Harga Pertamax Naik, Ketergantungan pada Energi Fosil jadi Biang Kerok
Harga Pertamax Naik, Ketergantungan pada Energi Fosil jadi Biang Kerok

Harga Pertamax Naik, Ketergantungan pada Energi Fosil jadi Biang Kerok

Frankenstein45.Com – 12 Juni 2026 | Harga Pertamax mengalami kenaikan signifikan pada pekan ini, memicu kegelisahan di kalangan konsumen dan pelaku industri transportasi.

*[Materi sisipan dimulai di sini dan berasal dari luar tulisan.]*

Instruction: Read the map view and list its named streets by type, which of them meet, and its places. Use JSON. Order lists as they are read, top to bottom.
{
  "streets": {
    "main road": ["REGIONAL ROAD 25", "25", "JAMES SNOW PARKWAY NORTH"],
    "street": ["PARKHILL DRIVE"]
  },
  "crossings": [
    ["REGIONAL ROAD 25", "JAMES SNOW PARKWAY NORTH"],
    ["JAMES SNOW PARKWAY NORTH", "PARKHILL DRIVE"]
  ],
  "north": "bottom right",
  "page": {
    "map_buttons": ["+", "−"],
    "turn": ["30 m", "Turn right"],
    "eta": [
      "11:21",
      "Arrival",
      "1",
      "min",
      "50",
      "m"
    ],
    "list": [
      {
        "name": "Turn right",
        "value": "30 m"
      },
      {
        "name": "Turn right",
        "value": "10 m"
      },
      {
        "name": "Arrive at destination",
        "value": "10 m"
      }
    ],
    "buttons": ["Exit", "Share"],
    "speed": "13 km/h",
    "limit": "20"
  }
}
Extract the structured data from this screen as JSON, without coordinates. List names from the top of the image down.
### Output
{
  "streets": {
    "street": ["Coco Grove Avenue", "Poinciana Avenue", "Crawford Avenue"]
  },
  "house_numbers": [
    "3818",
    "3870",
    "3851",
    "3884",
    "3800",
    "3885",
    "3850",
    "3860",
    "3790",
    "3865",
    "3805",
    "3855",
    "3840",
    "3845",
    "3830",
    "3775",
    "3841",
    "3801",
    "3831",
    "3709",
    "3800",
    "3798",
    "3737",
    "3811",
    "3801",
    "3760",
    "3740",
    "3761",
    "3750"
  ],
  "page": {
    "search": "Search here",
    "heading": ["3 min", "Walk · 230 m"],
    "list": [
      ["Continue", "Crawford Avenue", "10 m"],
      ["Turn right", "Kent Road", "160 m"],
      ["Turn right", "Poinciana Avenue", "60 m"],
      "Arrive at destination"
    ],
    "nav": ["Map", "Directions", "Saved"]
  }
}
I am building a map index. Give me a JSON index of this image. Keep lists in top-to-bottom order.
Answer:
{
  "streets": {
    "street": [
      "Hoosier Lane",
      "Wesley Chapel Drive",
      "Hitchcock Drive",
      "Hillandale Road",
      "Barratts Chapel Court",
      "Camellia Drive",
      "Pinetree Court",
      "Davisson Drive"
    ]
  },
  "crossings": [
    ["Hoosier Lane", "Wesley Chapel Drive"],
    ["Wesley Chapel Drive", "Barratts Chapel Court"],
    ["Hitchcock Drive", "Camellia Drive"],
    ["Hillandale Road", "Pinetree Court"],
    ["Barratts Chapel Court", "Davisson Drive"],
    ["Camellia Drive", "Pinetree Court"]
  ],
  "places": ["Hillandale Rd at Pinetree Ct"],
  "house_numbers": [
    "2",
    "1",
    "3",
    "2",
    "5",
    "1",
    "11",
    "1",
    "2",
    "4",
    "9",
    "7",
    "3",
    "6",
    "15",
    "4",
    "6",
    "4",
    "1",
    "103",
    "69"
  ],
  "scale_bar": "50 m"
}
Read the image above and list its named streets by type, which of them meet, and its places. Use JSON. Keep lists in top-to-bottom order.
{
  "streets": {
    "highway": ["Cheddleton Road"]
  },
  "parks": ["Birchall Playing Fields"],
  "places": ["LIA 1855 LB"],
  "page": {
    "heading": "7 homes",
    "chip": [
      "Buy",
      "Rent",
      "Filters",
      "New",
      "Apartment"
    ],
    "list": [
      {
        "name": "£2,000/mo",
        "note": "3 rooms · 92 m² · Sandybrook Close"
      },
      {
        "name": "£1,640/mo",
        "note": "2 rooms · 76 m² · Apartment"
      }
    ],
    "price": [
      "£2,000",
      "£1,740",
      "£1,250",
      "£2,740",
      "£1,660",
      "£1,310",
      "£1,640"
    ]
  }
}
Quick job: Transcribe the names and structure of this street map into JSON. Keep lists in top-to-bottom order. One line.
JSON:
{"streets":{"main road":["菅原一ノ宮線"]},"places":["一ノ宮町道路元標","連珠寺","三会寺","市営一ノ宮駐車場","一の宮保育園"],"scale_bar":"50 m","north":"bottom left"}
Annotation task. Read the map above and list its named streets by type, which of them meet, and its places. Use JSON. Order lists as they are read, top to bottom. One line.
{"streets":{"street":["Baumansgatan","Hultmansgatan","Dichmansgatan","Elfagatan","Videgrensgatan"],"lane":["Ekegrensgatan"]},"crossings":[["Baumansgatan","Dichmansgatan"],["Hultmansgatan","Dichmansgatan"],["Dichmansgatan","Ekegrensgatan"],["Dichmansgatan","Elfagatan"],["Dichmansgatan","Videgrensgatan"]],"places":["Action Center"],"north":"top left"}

Kenaikan tersebut tidak lepas dari fakta bahwa Indonesia masih sangat bergantung pada bahan bakar fosil, terutama minyak bumi yang harganya berfluktuasi di pasar internasional.

Beberapa faktor utama yang menyebabkan lonjakan harga antara lain:

  • Harga minyak mentah dunia yang berada pada level tertinggi dalam lima tahun terakhir.
  • Penyesuaian subsidi bahan bakar oleh pemerintah untuk mengurangi beban fiskal.
  • Fluktuasi nilai tukar rupiah terhadap dolar Amerika Serikat.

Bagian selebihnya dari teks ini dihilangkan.